The task: Would you write out, exactly as they stand, all lines from the one containing "Convert the image" through the end of the listing below, and only those?

Material for the task:

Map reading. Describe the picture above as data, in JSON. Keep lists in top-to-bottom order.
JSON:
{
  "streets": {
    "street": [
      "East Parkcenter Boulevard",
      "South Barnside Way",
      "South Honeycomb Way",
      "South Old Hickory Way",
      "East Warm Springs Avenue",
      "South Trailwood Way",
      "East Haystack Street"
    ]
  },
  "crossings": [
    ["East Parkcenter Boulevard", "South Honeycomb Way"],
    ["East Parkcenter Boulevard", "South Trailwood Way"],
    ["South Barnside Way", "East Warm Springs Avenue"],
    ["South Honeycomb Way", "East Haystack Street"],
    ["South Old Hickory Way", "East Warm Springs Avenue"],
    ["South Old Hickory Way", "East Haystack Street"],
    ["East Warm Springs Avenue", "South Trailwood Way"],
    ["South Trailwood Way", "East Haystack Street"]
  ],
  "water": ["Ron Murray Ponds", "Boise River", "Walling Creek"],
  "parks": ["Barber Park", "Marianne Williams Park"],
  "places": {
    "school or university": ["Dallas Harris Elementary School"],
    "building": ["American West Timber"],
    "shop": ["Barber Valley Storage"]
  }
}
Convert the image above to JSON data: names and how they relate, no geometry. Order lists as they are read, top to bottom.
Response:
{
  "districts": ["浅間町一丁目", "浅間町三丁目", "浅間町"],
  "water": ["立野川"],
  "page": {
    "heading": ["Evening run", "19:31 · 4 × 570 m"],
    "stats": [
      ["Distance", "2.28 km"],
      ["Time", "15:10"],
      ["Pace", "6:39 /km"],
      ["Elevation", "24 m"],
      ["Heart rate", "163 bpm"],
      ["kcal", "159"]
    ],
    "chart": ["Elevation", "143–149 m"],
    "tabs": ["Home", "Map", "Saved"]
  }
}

Written solution:
Convert the image above to JSON data: names and how they relate, no geometry. Order lists as they are read, top to bottom.
Response:
{
  "districts": ["浅間町一丁目", "浅間町三丁目", "浅間町"],
  "water": ["立野川"],
  "page": {
    "heading": ["Evening run", "19:31 · 4 × 570 m"],
    "stats": [
      ["Distance", "2.28 km"],
      ["Time", "15:10"],
      ["Pace", "6:39 /km"],
      ["Elevation", "24 m"],
      ["Heart rate", "163 bpm"],
      ["kcal", "159"]
    ],
    "chart": ["Elevation", "143–149 m"],
    "tabs": ["Home", "Map", "Saved"]
  }
}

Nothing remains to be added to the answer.